Bordelles shook his head and raised his cup to drink.
“Tom, these service records don’t always give a complete picture of a man. Men like Pitocki was, yes. This man Holman ... I wonder.” Lt. Collins’ thin, dark face was thoughtful and he shuffled the papers before him restlessly. “A ship’s company is like an orchestra. A big ship can absorb a few sour notes and put on the kind of pressure that can change them,” he said. “San Pablo is just not that big. I saw you watching Holman at quarters. What’s your subjective impression of him?”
“Hard. A bruiser. Good man in a football line,” Bordelles said. “I couldn’t tell anything from his face.”
“Hides his feelings. I thought I saw a trace of sullenness,” Lt. Collins said. “Or it might have been quiet contempt or secret triumph. It was just enough to make me uneasy, even before I looked at his record.”
“We’ve only a few days. If we start the summer cruise with him, we’re stuck for a year.”
“See what the chiefs think of him, in the next few days. I’ll have a talk with Holman myself.”
“Yes, sir.” Bordelles gulped the last of his coffee and stood up. “It’s almost time for battle drills, sir. What shall we run today?”
“Repel boarders. Starboard,” Lt.
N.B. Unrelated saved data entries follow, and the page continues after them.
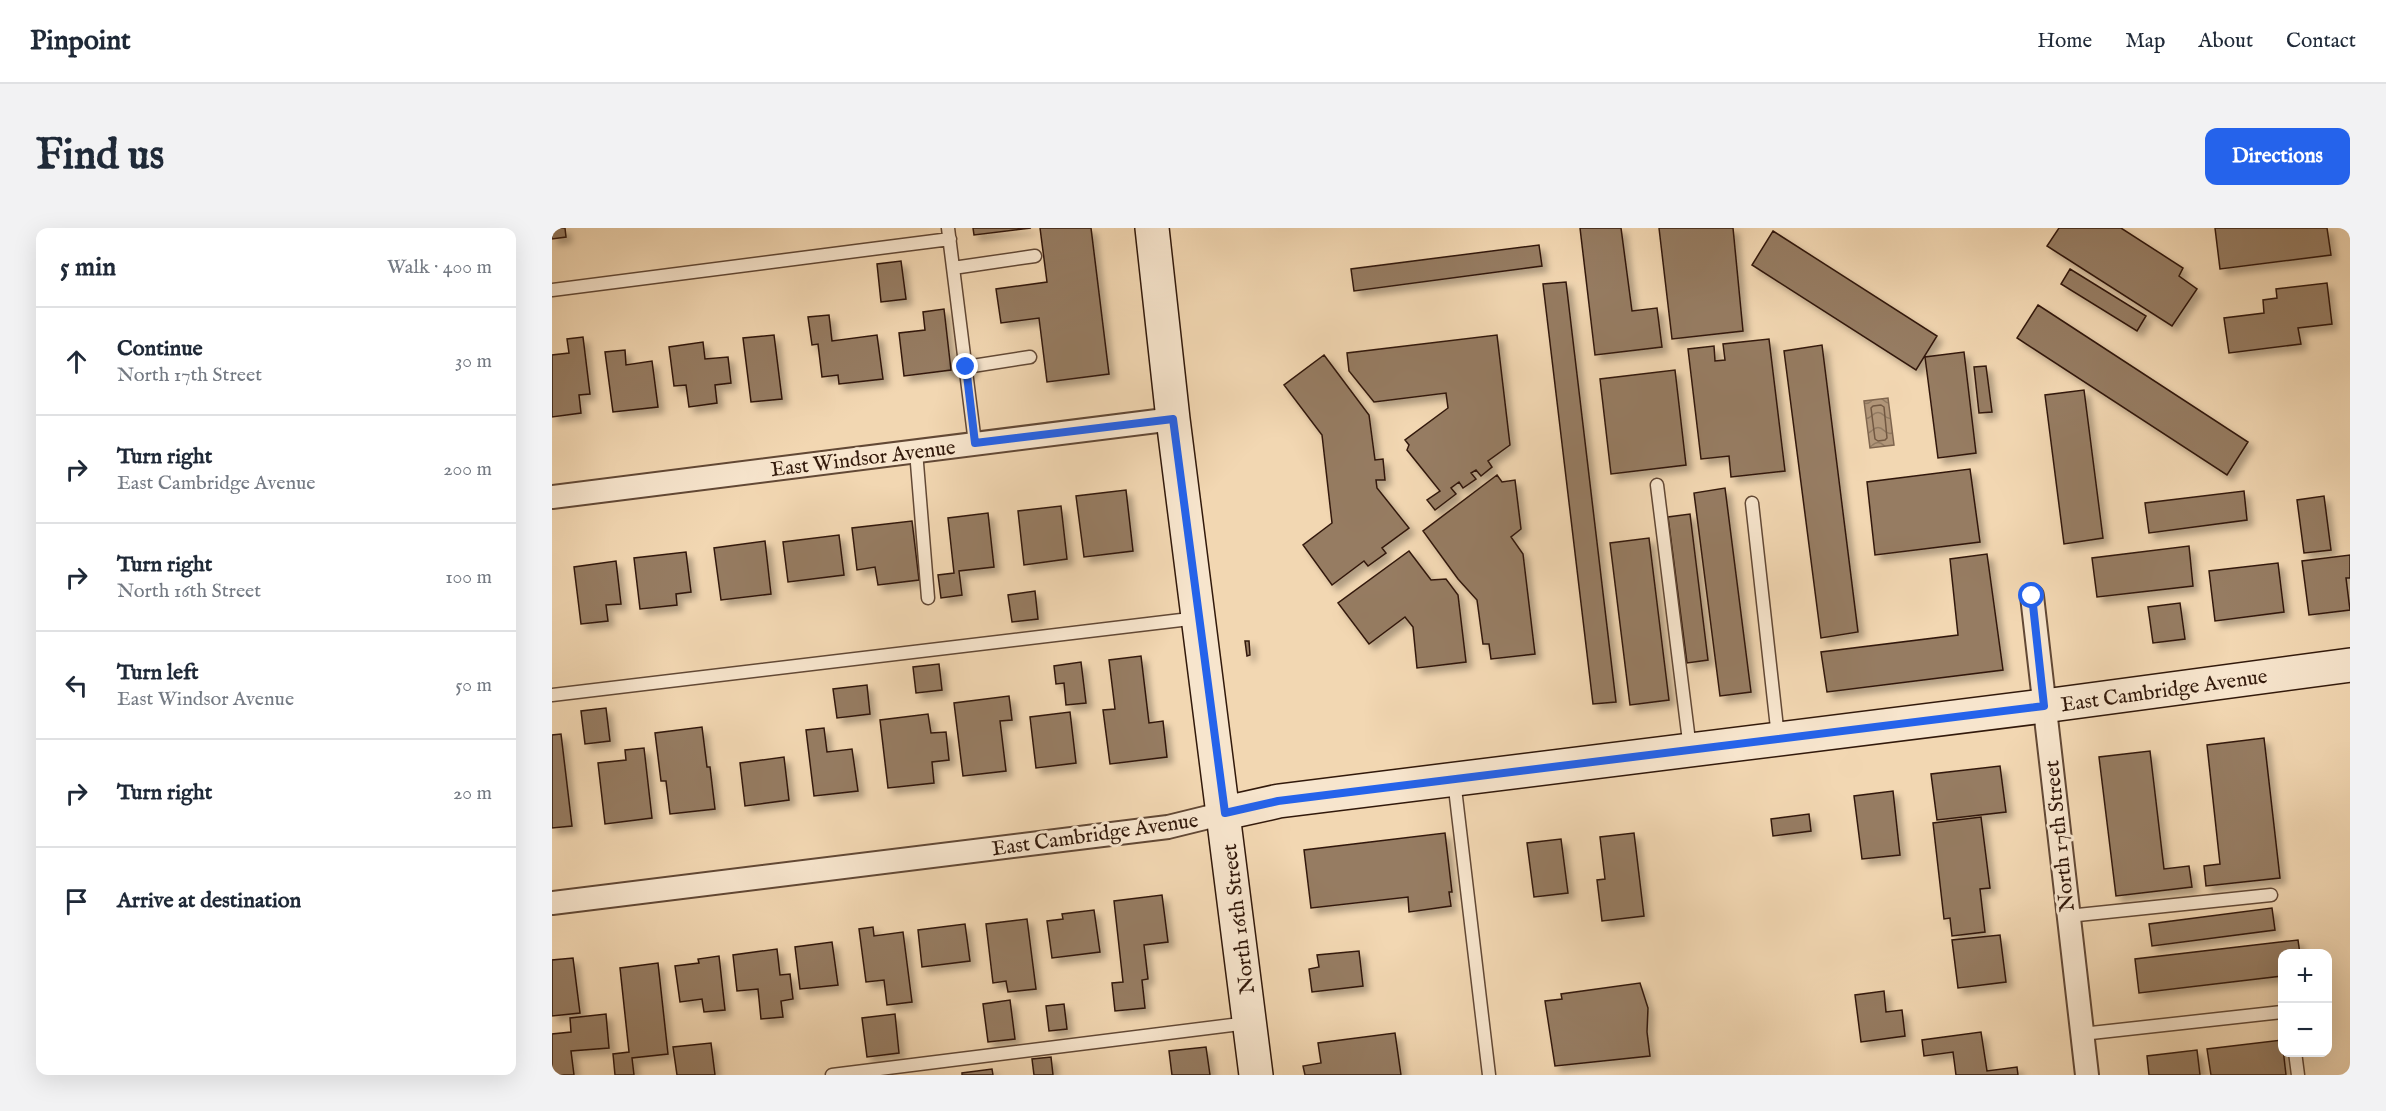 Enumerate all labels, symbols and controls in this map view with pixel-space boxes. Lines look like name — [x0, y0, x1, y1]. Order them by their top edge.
text: Pinpoint — [30, 24, 131, 59]
text: Home — [2037, 28, 2092, 55]
text: Map — [2125, 28, 2165, 55]
text: About — [2198, 28, 2253, 55]
text: Contact — [2286, 28, 2356, 55]
button: Directions — [2205, 128, 2350, 185]
text: Find us — [36, 130, 164, 183]
text: 5 min — [60, 251, 116, 284]
text: Walk · 400 m — [387, 255, 492, 280]
text: Continue — [117, 335, 203, 363]
icon: ahead — [60, 345, 93, 378]
text: 30 m — [455, 349, 492, 374]
route end — [952, 353, 978, 379]
text: North 17th Street — [117, 363, 262, 388]
street label: East Windsor Avenue — [769, 435, 957, 484]
text: Turn right — [117, 443, 212, 471]
icon: right — [60, 453, 93, 486]
text: 200 m — [443, 457, 492, 482]
text: East Cambridge Avenue — [117, 471, 316, 496]
text: Turn right — [117, 551, 212, 579]
icon: right — [60, 561, 93, 594]
text: 100 m — [445, 565, 492, 590]
text: North 16th Street — [117, 579, 261, 604]
route start — [2018, 582, 2044, 608]
text: Turn left — [117, 659, 199, 687]
street label: East Cambridge Avenue — [2059, 664, 2270, 719]
icon: left — [60, 669, 93, 702]
text: 50 m — [455, 673, 492, 698]
text: East Windsor Avenue — [117, 687, 294, 712]
street label: North 17th Street — [2039, 759, 2082, 913]
icon: right — [60, 777, 93, 810]
text: Turn right — [117, 779, 212, 807]
text: 20 m — [453, 781, 492, 806]
street label: East Cambridge Avenue — [990, 808, 1201, 863]
street label: North 16th Street — [1217, 842, 1262, 996]
icon: arrive — [60, 885, 93, 918]
text: Arrive at destination — [117, 887, 301, 915]
map controls — [2278, 949, 2332, 1057]
button: + — [2278, 949, 2332, 1003]
button: − — [2278, 1003, 2332, 1057]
Collins said.
Sew Sew ducked back down the hatch and Holman started forward. A bugle blasted and he heard Chief Franks’ voice from the boat deck, “All hands! Repel boarders, starboard! Repel boarders, starboard!” Sailors exploded out of the compartment and all over the ship feet thudded as they ran to their stations. Holman tried to get into the engine room to get out of the way and he met Burgoyne coming out, dragging a steam hose. Then Lynch grabbed him.
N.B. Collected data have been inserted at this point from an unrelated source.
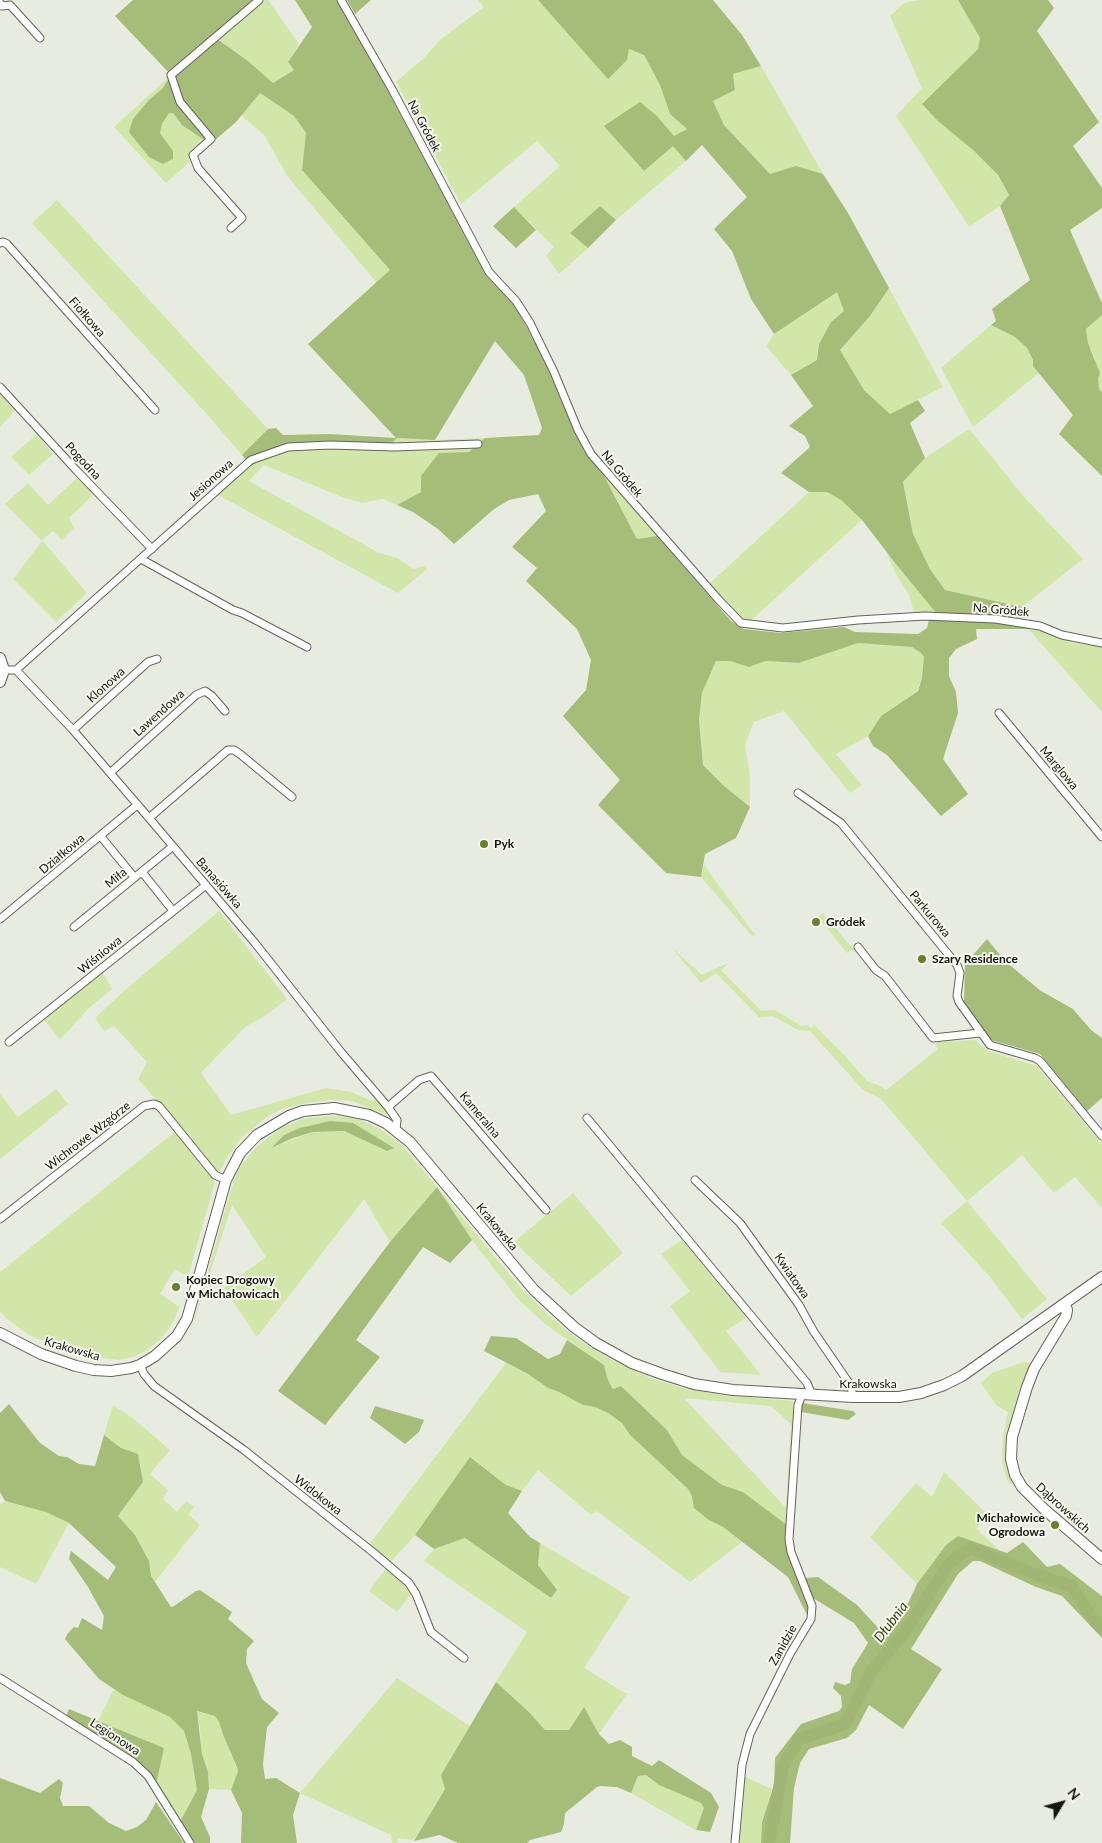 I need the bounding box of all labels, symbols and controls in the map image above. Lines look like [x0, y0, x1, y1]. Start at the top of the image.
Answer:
street label: Na Gródek [404, 98, 444, 154]
street label: Fiołkowa [66, 294, 108, 340]
street label: Pogodna [62, 439, 104, 483]
street label: Na Gródek [598, 448, 646, 500]
street label: Jesionowa [186, 456, 236, 504]
street label: Na Gródek [972, 600, 1030, 620]
street label: Klonowa [84, 664, 128, 706]
street label: Lawendowa [131, 686, 187, 740]
street label: Marglowa [1037, 743, 1081, 793]
street label: Działkowa [36, 831, 88, 877]
place label: Pyk [494, 837, 514, 851]
marker: Pyk [478, 838, 490, 850]
street label: Banasiówka [193, 855, 245, 911]
street label: Miła [102, 865, 130, 891]
street label: Parkurowa [906, 888, 954, 940]
place label: Gródek [826, 915, 865, 929]
marker: Gródek [810, 916, 822, 928]
street label: Wiśniowa [75, 933, 125, 977]
place label: Szary Residence [932, 952, 1018, 966]
marker: Szary Residence [916, 953, 928, 965]
street label: Kameralna [457, 1089, 503, 1141]
street label: Wichrowe Wzgórze [43, 1098, 133, 1174]
street label: Krakowska [473, 1200, 521, 1254]
street label: Kwiatowa [771, 1251, 813, 1301]
place label: Kopiec Drogowy w Michałowicach [186, 1273, 279, 1301]
marker: Kopiec Drogowy w Michałowicach [170, 1281, 182, 1293]
street label: Krakowska [42, 1334, 102, 1364]
street label: Krakowska [839, 1377, 897, 1391]
street label: Widokowa [291, 1472, 345, 1518]
street label: Dąbrowskich [1033, 1480, 1093, 1536]
place label: Michałowice Ogrodowa [977, 1511, 1045, 1539]
marker: Michałowice Ogrodowa [1049, 1519, 1061, 1531]
water label: Dłubnia [870, 1598, 912, 1646]
street label: Zanidzie [766, 1622, 800, 1668]
street label: Legionowa [87, 1716, 143, 1758]
north arrow [1037, 1778, 1087, 1828]
text: N [1064, 1784, 1084, 1803]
“Stand by here, Holman. You’re in the waist party.”
They stood by on the triangular quarterdeck. The arms locker behind the ladder to the boat deck stood open. Lynch snatched a riot gun, handed it to Holman, and motioned to him to join the men kneeling along the bulwark. The gate in it was closed and the short gangplank pulled inboard. Holman knelt and Burgoyne knelt beside him and balanced the steam hose nozzle on the steel bulwark. It was a valve and a short piece of pipe wrapped in gunny sacking.
“Waist party ma-a-anned and ready!” Lynch yelled. He had a husky voice. The bow and stern parties reported manned and ready.
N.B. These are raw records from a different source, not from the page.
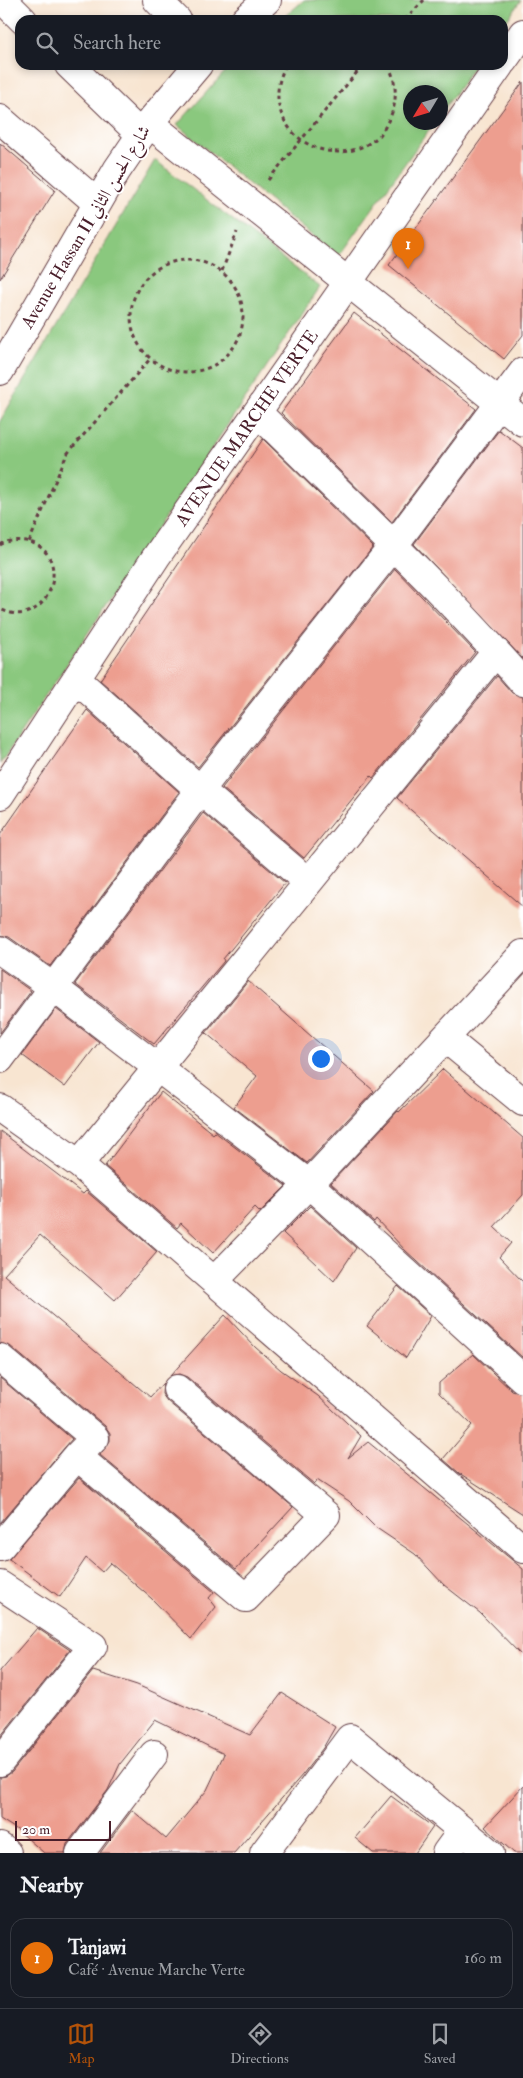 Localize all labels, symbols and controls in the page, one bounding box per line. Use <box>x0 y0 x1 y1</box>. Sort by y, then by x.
search box <box>15 15 508 70</box>
icon: search <box>33 29 61 57</box>
text: Search here <box>73 31 161 55</box>
north arrow <box>403 85 448 130</box>
street label: Avenue Hassan II شارع الحسن الثاني <box>16 121 159 335</box>
pin: 1 <box>392 228 424 269</box>
street label: AVENUE MARCHE VERTE <box>170 325 324 531</box>
your location <box>308 1046 334 1072</box>
scale bar <box>15 1818 111 1841</box>
text: 20 m <box>22 1821 50 1838</box>
text: Nearby <box>20 1872 83 1899</box>
text: Tanjawi <box>68 1936 126 1960</box>
text: 1 <box>34 1948 40 1968</box>
text: 160 m <box>464 1948 502 1968</box>
text: Café · Avenue Marche Verte <box>68 1960 245 1980</box>
tab: Map <box>67 2020 95 2067</box>
tab: Directions <box>230 2020 289 2067</box>
tab: Saved <box>424 2020 456 2067</box>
Holman glanced around. A big flat-faced sailor was holding the bight of the steam hose waist high with heavy gloves. Lynch had a pistol in his left hand and a shiny cutlass in his right. He frowned and motioned with his cutlass for Holman to face outboard. Holman did, and noticed that the other men’s faces were keen and tense and their eyes were scanning back and forth. In addition to Burgoyne there were the pleasant-faced kid, Wilsey, with a riot gun, and the old electrician, Harris, scowling down the barrel of an automatic rifle, his coarse white hair bristling. Holman sighted along his riot gun and felt stupid. A riot gun was a kind of sawed-off shotgun that fired buckshot. Holman had never fired one.
The same crowd of brown, ragged, cone-hatted coolies was up on the bank watching, all along the brick wall where Holman had stood, and twenty or more were down on the pontoon gazing stupidly into gun muzzles almost near enough to nudge them. Hard to figure what they made of it all, Holman thought. Probably not much. Ensign Bordelles came down the ladder to the quarterdeck. Lynch said, “Manned and ready, sir.” Holman felt the ensign’s eyes on his back.
“One of your riot guns has no reserve ammunition,” he said.
“He’s a new man, sir, not instructed yet.”
“Very well. Why haven’t you steam to the hose nozzle?”
“Condensation would start leaks in the hose, sir,” Lynch said. “I can’t drain it and warm it up on account of the slopeheads on the pontoon.”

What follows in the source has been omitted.